Tx gossip is limited by fees (which is why the RBF rules even exist in the first place).
Thus, mining endpoint gossip must be limited by something as well, such as by requiring some trivial stake of BTC.
(BTC exchanges are commonplace enough, I believe, that requiring completely new miners (i.e. those who currently own 0 BTC) to acquire some trivial stake of BTC would be feasible; for most people it would be easier to buy BTC than to acquire a mining rig and the supporting infrastructure needed for a mine.)
We could have the endpoint encoded in some sign-to-contract or pay-to-contract construction.

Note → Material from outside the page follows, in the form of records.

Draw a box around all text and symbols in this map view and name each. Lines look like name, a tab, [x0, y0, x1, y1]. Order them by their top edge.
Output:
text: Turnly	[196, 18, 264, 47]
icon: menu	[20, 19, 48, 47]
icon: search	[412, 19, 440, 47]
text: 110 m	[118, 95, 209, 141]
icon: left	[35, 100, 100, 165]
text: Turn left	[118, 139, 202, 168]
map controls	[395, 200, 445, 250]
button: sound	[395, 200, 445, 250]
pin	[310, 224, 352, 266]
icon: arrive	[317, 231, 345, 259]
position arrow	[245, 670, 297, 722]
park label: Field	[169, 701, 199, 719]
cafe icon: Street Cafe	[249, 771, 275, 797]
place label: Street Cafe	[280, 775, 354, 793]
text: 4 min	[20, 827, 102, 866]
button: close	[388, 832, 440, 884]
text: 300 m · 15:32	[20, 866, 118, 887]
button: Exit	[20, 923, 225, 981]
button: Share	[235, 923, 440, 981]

Miners can change their identity by spending their stake (which makes nodes drop their endpoint record).
Then, they can use now-common anonymity techniques --- mostly CoinJoin, but also the upcoming CoinSwap implementation --- to acquire a new stake whose identity is not easily traceable to the previous stake.
(This is not proof-of-stake, BTW --- the stake only attests the mining endpoint (in much the same way published Lightning channels are attested by their funding tx outpoints), and has no effect on block validity, only on gossiping of mining endpoints.)
The advantage here is that we expect the set of miner identities to change less often than the set of txes, thus reducing global bandwidth usage,
Against the above, we must notice that the anonymity-preserving regular changing of staked identity is more expensive than having a persistent identity.
WE should really design systems where anonymity-preservation should be as cheap as possible, but onchain activity is no longer cheap at all, given the growing importance of Bitcoin.
--
Also:
> A direct communication channel between block template construction venues and transaction proposers also provides a venue for direct feedback wrt acceptable feerates at the time, which both makes transaction confirmation timelines less variable
Unless you contact ***all*** miners globally, there is always some non-zero probability that one of the miners you did *not* contact (and thus does not have your tx, and thus will not be able to confirm your tx) gets the next block.
Since miners can enter and leave the network at any time, it is entirely possible that this mechanism *increases* variability rather than decreases it.